Le déclencheur : la crise financière de 2007-2008
Il n’est pas inutile de rappeler que l’origine de la crise se situe dans les transformations subies par le secteur financier au cours des années 1990, quand les banques se sont mises à vouloir faire des profits plus élevés et plus rapides en vendant et achetant des produits financiers de toutes sortes. Divers changements comme le décloisonnement des activités financières, la multiplication des produits dérivés, l’accélération du roulement des capitaux et le contournement des règles prudentielles par le biais de la titrisation des prêts, ou encore des innovations douteuses comme les hedge funds voués à la spéculation, ont amplifié un processus carburant déjà au crédit facile. La rémunération du personnel bancaire en fonction de la valorisation boursière (stock-options et bonis) a également favorisé la perversion d’un secteur de services qui jouait traditionnellement un rôle d’intermédiation entre les épargnants et les emprunteurs. Cet amas financier hypertrophié (on peut difficilement parler de système quand aucune règle ne tient) a frappé un mur en 2007-2008 suite à l’éclatement de la bulle immobilière aux États-Unis. Quand des doutes se sont installés sur la valeur des produits financiers structurés incorporant des prêts hypothécaires douteux, les fameux subprime, le château de cartes s’est écroulé et le système de crédit s’est figé. L’onde de choc de la débâcle financière américaine s’est propagée dans le monde, provoquant les mêmes effets sur les banques européennes qui s’étaient livrées aux mêmes pratiques à haut risque. C’est ce qui a entraîné l’effondrement, par exemple, de la banque Northern Rock au Royaume-Uni, des trois banques islandaises, de l’Anglo Irish Bank irlandaise. En outre, la crise financière a déclenché une récession mondiale d’une ampleur inédite depuis la dépression des années 1930.
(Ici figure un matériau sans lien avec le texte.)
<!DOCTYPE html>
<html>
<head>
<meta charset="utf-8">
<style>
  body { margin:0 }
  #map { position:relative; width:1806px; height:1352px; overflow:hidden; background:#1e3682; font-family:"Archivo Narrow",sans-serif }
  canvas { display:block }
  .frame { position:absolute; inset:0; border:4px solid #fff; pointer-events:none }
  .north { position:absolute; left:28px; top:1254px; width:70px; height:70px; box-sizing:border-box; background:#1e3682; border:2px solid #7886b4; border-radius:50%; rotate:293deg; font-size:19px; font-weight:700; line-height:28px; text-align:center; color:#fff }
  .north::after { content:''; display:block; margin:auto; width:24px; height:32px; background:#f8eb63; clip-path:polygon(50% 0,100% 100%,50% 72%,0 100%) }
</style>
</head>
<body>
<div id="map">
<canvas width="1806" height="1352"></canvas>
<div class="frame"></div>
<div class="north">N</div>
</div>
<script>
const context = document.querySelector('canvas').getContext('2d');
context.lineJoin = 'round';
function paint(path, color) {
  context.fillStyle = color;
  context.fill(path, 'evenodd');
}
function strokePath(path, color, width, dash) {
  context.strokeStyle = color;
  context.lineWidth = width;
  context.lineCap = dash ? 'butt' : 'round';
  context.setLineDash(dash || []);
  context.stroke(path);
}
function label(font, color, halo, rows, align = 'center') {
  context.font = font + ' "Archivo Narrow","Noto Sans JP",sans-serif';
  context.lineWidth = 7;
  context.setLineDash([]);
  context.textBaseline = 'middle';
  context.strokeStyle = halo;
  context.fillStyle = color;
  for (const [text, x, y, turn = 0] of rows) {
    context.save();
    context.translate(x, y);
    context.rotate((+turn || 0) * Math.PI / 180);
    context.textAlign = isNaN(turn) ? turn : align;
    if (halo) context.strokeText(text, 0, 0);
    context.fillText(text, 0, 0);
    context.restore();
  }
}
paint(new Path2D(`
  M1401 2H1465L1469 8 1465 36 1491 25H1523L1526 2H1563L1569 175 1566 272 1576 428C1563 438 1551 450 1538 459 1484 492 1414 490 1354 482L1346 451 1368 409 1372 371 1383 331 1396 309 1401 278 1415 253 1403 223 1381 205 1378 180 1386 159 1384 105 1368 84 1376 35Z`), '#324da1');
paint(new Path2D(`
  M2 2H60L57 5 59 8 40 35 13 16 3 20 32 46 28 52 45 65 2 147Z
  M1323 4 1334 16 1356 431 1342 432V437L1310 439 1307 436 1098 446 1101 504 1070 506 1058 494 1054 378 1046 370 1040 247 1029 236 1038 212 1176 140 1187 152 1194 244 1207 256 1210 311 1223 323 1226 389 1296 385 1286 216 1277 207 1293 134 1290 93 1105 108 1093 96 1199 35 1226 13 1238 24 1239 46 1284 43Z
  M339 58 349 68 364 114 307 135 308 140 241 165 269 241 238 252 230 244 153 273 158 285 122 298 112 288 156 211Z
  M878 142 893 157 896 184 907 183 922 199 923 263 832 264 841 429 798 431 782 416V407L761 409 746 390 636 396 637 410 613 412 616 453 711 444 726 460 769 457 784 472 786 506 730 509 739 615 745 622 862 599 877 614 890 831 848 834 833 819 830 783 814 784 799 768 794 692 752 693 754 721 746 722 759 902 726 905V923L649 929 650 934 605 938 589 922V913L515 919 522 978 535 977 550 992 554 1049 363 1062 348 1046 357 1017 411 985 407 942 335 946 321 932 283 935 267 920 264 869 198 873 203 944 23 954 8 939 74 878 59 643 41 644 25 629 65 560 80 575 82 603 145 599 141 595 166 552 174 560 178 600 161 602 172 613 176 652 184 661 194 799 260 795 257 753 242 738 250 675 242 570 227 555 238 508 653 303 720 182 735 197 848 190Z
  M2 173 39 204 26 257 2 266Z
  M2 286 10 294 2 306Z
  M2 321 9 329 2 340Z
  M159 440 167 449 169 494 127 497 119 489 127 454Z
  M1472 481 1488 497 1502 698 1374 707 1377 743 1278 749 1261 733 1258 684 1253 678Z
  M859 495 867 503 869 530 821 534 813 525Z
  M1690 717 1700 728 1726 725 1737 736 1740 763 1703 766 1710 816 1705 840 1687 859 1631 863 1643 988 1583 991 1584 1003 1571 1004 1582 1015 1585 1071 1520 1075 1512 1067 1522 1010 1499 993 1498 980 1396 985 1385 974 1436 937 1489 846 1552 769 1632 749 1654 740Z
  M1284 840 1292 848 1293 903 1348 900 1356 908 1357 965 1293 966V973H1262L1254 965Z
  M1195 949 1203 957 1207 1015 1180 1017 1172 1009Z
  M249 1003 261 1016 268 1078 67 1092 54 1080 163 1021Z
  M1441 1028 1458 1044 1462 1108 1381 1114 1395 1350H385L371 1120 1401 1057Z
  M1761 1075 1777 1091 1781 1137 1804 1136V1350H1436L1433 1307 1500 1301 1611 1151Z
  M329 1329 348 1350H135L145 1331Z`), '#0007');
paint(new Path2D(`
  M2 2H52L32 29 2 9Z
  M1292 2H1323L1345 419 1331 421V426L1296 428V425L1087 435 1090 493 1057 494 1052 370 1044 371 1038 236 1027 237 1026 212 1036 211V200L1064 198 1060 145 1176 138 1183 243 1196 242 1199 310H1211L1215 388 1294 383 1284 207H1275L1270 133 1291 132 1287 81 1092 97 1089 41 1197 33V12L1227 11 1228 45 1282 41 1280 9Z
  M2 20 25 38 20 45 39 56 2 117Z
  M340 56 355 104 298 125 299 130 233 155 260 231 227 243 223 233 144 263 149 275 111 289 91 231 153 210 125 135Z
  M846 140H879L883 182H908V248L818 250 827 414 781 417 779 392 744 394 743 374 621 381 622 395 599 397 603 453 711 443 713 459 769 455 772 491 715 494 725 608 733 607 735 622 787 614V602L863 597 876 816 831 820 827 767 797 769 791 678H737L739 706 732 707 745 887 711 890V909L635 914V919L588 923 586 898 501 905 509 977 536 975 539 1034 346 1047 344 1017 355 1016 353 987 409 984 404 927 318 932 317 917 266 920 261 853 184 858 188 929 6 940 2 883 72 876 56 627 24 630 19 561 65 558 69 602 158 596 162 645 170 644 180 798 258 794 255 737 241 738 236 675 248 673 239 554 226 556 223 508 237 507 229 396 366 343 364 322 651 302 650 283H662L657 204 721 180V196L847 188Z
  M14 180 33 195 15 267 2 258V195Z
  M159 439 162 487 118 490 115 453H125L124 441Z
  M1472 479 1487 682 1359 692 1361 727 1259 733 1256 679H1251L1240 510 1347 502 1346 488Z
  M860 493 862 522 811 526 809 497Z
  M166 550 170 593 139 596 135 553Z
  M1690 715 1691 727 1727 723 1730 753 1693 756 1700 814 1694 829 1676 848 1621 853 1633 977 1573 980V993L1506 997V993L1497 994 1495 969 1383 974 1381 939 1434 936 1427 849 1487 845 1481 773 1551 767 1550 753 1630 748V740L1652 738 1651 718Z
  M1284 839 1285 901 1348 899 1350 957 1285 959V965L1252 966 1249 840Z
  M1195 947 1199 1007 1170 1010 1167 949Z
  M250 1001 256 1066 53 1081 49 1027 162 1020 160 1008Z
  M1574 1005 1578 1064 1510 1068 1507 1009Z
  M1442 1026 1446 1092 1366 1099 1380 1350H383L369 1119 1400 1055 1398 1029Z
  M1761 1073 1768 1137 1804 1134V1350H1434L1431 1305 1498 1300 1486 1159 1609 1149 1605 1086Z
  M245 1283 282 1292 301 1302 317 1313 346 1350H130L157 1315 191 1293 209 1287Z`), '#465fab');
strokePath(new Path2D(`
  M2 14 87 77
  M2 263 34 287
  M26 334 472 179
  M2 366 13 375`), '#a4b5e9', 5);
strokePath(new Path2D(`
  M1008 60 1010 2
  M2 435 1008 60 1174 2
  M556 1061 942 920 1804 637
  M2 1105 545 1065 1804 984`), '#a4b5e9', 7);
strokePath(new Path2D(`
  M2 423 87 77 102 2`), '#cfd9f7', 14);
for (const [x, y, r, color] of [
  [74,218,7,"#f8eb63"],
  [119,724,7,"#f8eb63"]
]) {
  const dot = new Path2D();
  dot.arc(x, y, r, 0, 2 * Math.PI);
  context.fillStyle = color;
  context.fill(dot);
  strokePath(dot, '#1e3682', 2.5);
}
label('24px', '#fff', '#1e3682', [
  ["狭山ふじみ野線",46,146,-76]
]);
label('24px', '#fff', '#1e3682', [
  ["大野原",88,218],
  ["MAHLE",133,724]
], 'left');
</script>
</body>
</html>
La récession détériore les finances publiques
Pour éviter le pire, les gouvernements se sont portés à la rescousse des banques en difficulté, injectant des milliards en liquidités et en capital, (4500 milliards d’euros selon la Commission européenne), dont une bonne partie est venue grever les dépenses publiques, peser sur les contribuables et gonfler la dette publique. En Irlande, par exemple, le sauvetage de la banque Anglo Irish a coûté 29 milliards d’euros. Le déficit du gouvernement a bondi à 31 % du PIB en 2010. La dette publique a grimpé de 29 % du PIB en 2007 à 122 % en 2012. Pour relancer les économies déprimées, des plans de stimulation ont également été mis en œuvre un peu partout, amortissant à tout le moins l’amplitude de la récession. Ces politiques, utiles et nécessaires dans le contexte, ont inévitablement gonflé les déficits et alourdi la dette publique, au moment même où les recettes des États fléchissaient en raison de la récession. Selon l’OCDE, pour 15 pays européens, la dette brute a grimpé de 71,8 % du PIB en 2007 à 99,1 % en 2012.
La crise de la dette souveraine prend le relais
C’est contre cette toile de fond qu’a éclaté la crise de la dette souveraine tard en 2009 quand la spéculation, toujours à l’affût du maillon faible, s’est mise à attaquer certains petits pays fragilisés par la récession en exigeant des primes de plus en plus fortes pour refinancer leur dette publique. C’est à ce moment que sont véritablement apparues les faiblesses et limites du cadre institutionnel régissant la zone euro. Étranglés par les marchés, la Grèce, le Portugal et l’Irlande se sont tournés vers les partenaires pour obtenir de l’aide financière, vu que les traités existants interdisent à la Banque Centrale Européenne (BCE) de financer directement les États. En effet, traumatisés par les épisodes d’hyperinflation du passé, les Allemands s’y opposent, craignant qu’une banque centrale disposant d’un tel pouvoir ne puisse résister à la tentation d’abuser de la planche à billets. En conséquence, seules les banques privées sont autorisées à prêter aux gouvernements, une véritable aberration. Des plans de sauvetage financiers ad hoc sous l’égide de la troïka (Commission Européenne, BCE et FMI) ont donc été organisés.
L’austérité partout
En contrepartie de l’aide financière, les partenaires, menés par le tandem Merkel-Sarkozy, ont exigé des engagements visant l’assainissement des finances publiques et l’accroissement de la productivité par le biais de politiques d’austérité budgétaire (congédiement de fonctionnaires et réduction de leurs salaires, compressions des programmes sociaux, détérioration des retraites), de privatisations d’équipements collectifs, de mesures de libéralisation du marché du travail et autres réformes structurelles de type néolibéral. Au moment du sommet du G-20 à Cannes, début novembre 2011, on est allé jusqu’à imposer le banquier Papademos à la tête du gouvernement grec et acculé le président italien à la démission en faveur du technocrate Monti, avec mandat de superviser la mise en application des plans d’austérité.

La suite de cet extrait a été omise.